Entre los múltiples artistas con los que la intérprete de la canción «Agolo» ha trabajado, destacan Bono, vocalista de U2, Peter Gabriel y Youssou N’ Dour, tres músicos con los que comparte su labor como activista.

«Mi trabajo con ellos ha sido muy inspirador, sobre todo porque no son grandes activistas, sino artistas increí­bles que entienden la belleza y la importancia de la cultura africana y la música. También tienen un gran corazón, lo cual para mí­, hacen la diferencia», afirmó.

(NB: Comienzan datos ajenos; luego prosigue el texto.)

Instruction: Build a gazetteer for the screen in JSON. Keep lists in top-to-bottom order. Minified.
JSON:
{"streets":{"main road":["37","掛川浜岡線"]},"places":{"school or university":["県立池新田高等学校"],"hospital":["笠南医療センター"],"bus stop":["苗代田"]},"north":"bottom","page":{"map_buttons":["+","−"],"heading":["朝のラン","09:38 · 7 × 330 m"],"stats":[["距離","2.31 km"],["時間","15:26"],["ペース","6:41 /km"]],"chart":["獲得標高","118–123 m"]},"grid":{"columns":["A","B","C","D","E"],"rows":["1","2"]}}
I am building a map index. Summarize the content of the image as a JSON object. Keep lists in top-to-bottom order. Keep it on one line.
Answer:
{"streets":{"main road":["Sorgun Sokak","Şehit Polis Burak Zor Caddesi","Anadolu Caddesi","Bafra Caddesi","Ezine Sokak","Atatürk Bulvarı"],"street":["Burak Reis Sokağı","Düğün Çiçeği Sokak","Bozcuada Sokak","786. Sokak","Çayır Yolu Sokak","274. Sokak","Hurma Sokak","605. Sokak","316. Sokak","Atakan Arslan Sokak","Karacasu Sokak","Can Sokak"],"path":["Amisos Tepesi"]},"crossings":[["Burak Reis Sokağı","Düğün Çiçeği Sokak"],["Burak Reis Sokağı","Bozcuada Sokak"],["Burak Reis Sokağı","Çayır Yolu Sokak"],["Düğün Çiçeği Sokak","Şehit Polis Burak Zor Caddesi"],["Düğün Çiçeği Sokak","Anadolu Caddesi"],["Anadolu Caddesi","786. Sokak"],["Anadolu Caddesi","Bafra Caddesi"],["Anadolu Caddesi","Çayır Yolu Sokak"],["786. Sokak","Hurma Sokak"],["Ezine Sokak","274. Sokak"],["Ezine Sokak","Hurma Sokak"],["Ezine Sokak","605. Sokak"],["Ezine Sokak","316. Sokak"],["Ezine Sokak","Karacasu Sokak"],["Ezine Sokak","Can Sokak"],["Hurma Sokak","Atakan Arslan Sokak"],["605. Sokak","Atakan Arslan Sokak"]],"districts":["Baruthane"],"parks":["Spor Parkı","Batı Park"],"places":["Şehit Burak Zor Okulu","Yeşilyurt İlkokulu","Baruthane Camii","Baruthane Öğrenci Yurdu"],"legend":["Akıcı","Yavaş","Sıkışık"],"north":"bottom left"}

Con una agenda por demás llena, Kidjo piensa en el sucesor de su álbum «Djin Djin» (2007), aunque en sus múltiples planes también figuran un libro, una puesta en escena, un álbum con Orquesta Filarmónica y muchos viajes.

Como una mujer transgresora que ha difundido la cultura de su continente por el mundo, y con toda la autoridad para hablar sobre las mujeres africanas, Kidjo opinó sobre las crí­ticas racistas de las que ha sido ví­ctima la angoñela Leila Lopes, coronada Miss Universo 2011, y que recibió cualquier tipo de insultos en las redes sociales tras haber ganado el certamen de belleza.

«La belleza no tiene color», pronunció Kidjo. «La estupidez es universal».